You are viewing a plain text version of this content. The canonical link for it is here.
Posted to commits@spark.apache.org by sr...@apache.org on 2020/05/12 13:29:13 UTC

[spark] branch master updated: [MINOR][DOCS] Mention lack of RDD order preservation after deserialization

This is an automated email from the ASF dual-hosted git repository.

srowen pushed a commit to branch master
in repository https://gitbox.apache.org/repos/asf/spark.git


The following commit(s) were added to refs/heads/master by this push:
     new 59d9099  [MINOR][DOCS] Mention lack of RDD order preservation after deserialization
59d9099 is described below

commit 59d90997a52f78450fefbc96beba1d731b3678a1
Author: Antonin Delpeuch <an...@delpeuch.eu>
AuthorDate: Tue May 12 08:27:43 2020 -0500

    [MINOR][DOCS] Mention lack of RDD order preservation after deserialization
    
    ### What changes were proposed in this pull request?
    
    This changes the docs to make it clearer that order preservation is not guaranteed when saving a RDD to disk and reading it back ([SPARK-5300](https://issues.apache.org/jira/browse/SPARK-5300)).
    
    I added two sentences about this in the RDD Programming Guide.
    
    The issue was discussed on the dev mailing list:
    http://apache-spark-developers-list.1001551.n3.nabble.com/RDD-order-guarantees-td10142.html
    
    ### Why are the changes needed?
    
    Because RDDs are order-aware collections, it is natural to expect that if I use `saveAsTextFile` and then load the resulting file with `sparkContext.textFile`, I obtain a RDD in the same order.
    
    This is unfortunately not the case at the moment and there is no agreed upon way to fix this in Spark itself (see PR #4204 which attempted to fix this).

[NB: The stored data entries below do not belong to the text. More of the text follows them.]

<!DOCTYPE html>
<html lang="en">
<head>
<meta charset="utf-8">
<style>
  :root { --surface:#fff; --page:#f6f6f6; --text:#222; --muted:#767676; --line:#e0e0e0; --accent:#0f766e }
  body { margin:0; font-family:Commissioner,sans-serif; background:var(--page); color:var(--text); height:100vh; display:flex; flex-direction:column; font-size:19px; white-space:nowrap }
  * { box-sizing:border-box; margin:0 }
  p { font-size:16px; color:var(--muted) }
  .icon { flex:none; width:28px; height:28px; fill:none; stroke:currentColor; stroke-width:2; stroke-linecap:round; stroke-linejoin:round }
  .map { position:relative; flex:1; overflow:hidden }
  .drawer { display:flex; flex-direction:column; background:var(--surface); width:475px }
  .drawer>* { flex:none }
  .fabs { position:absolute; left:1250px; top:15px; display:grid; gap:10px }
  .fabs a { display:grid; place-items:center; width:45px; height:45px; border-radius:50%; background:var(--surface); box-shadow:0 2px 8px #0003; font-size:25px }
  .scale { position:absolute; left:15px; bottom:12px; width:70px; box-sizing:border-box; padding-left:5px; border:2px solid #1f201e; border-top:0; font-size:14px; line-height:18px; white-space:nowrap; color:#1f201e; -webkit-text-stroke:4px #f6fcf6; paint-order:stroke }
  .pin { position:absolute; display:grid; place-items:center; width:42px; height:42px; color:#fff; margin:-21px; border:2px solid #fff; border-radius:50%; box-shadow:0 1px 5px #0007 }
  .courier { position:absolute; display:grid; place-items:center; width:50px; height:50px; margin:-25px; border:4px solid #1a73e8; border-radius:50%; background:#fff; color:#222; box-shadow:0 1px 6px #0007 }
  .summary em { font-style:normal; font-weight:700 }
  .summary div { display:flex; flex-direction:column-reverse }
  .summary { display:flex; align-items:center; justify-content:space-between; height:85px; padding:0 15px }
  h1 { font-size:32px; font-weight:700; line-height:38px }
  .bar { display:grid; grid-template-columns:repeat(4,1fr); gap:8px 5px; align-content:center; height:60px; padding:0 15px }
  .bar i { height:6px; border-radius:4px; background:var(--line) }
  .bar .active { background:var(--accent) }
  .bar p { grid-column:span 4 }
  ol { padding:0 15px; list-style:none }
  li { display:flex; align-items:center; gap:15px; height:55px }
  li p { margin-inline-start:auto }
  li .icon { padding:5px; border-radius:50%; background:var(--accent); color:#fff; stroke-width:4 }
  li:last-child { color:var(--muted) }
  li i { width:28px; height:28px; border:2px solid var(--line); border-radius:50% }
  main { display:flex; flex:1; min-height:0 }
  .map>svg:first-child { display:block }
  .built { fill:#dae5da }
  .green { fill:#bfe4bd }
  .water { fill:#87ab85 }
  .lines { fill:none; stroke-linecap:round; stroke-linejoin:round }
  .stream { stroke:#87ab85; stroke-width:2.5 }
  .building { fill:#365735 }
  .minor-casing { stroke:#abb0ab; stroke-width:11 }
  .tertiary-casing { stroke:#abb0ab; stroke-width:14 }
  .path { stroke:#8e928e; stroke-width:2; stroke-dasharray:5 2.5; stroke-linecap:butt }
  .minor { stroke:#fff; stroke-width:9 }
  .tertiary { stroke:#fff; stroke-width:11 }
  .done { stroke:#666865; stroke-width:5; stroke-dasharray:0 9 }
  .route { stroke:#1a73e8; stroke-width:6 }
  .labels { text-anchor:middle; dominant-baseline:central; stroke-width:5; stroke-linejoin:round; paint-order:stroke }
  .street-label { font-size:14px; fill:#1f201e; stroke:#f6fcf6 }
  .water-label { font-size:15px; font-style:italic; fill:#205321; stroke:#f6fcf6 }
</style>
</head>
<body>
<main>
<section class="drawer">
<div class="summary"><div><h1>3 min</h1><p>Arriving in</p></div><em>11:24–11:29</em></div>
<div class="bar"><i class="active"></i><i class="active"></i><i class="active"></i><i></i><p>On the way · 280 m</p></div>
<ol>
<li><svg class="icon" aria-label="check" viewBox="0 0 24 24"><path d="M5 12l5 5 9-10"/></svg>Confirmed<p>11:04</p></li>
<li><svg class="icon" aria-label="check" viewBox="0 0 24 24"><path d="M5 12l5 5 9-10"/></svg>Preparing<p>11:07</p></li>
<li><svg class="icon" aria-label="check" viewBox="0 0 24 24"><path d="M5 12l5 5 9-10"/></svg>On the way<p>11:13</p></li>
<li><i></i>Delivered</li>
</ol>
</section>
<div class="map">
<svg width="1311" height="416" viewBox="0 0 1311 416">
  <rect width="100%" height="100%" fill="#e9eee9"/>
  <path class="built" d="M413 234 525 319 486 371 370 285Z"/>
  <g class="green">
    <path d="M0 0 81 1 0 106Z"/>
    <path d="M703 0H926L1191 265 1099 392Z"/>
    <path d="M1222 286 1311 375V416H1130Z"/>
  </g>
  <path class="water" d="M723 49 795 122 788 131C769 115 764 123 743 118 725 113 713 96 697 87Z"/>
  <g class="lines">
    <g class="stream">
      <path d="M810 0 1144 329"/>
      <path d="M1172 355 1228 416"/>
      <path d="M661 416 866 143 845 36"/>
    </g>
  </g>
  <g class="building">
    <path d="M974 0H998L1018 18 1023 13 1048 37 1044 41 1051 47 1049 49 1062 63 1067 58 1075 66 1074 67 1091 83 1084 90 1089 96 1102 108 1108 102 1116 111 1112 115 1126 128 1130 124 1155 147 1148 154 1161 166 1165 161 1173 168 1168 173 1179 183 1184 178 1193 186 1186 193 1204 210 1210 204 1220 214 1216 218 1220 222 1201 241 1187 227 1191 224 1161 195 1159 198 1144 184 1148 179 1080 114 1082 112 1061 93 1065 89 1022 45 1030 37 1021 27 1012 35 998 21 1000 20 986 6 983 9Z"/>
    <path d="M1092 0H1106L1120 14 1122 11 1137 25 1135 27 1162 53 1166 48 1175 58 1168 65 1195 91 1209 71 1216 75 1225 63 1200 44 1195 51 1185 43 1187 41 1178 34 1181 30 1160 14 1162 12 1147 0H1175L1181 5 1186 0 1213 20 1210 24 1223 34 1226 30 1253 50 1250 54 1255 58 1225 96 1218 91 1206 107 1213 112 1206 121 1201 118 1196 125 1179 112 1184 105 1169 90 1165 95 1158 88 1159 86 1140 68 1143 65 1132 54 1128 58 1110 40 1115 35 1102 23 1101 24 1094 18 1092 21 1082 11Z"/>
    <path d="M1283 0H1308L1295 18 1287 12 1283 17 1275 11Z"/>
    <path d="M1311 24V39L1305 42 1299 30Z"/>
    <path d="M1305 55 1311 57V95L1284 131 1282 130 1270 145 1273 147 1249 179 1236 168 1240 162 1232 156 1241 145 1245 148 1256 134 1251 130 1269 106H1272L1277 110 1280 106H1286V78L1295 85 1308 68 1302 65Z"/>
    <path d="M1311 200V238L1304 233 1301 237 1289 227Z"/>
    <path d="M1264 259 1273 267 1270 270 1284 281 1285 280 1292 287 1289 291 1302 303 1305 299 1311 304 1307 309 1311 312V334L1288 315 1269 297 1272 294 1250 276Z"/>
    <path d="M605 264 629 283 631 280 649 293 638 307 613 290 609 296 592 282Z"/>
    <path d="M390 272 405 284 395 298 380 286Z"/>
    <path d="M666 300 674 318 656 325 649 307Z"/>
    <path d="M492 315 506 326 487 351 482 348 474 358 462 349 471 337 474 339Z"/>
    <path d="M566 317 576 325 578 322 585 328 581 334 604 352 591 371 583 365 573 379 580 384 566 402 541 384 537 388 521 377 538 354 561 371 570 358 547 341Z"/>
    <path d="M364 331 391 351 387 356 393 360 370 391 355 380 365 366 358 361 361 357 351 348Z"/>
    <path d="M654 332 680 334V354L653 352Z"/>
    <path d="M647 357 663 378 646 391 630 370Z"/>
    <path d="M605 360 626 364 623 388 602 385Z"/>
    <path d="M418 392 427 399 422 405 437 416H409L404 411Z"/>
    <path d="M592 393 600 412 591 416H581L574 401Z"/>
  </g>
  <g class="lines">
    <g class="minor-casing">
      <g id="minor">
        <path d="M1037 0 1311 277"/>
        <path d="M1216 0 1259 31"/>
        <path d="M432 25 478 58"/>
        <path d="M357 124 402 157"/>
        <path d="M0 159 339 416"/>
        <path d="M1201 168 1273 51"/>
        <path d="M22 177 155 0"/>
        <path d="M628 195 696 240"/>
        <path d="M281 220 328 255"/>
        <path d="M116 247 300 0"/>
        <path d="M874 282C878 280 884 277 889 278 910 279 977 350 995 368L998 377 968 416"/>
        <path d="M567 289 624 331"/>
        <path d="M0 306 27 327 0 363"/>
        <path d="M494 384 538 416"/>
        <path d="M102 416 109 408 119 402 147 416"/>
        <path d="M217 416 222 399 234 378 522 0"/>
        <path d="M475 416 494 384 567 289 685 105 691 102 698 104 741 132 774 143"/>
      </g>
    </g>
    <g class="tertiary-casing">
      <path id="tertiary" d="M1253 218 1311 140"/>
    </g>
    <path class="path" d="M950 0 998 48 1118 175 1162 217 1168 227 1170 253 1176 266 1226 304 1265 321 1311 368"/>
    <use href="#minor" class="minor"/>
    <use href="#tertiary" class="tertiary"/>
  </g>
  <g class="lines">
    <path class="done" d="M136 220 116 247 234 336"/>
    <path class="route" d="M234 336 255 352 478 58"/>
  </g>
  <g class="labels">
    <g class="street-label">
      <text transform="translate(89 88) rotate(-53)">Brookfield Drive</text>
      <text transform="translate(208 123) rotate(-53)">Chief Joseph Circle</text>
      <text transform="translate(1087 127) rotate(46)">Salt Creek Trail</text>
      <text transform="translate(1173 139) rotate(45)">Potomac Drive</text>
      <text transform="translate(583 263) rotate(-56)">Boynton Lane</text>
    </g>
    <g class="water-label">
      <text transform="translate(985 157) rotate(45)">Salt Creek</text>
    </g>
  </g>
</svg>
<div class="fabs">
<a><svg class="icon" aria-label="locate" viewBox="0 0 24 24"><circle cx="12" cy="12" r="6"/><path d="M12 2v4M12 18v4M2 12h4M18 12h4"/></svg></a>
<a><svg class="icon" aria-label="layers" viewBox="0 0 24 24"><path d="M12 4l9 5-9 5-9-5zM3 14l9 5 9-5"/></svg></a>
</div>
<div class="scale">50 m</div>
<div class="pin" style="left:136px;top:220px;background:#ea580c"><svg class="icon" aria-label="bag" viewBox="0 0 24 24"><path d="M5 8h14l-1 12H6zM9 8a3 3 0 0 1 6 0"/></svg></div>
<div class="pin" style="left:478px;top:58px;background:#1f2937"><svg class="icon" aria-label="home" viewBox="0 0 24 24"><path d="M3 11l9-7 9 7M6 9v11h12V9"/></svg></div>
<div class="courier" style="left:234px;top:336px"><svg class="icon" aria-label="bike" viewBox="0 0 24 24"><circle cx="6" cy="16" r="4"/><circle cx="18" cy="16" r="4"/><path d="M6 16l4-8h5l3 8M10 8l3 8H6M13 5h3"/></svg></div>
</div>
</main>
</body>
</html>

Users should be aware of this.
    
    ### Does this PR introduce _any_ user-facing change?
    
    Yes, two new sentences in the documentation.
    
    ### How was this patch tested?
    
    By checking that the documentation looks good.
    
    Closes #28465 from wetneb/SPARK-5300-docs.
    
    Authored-by: Antonin Delpeuch <an...@delpeuch.eu>
    Signed-off-by: Sean Owen <sr...@gmail.com>
---
 docs/rdd-programming-guide.md | 2 +-
 1 file changed, 1 insertion(+), 1 deletion(-)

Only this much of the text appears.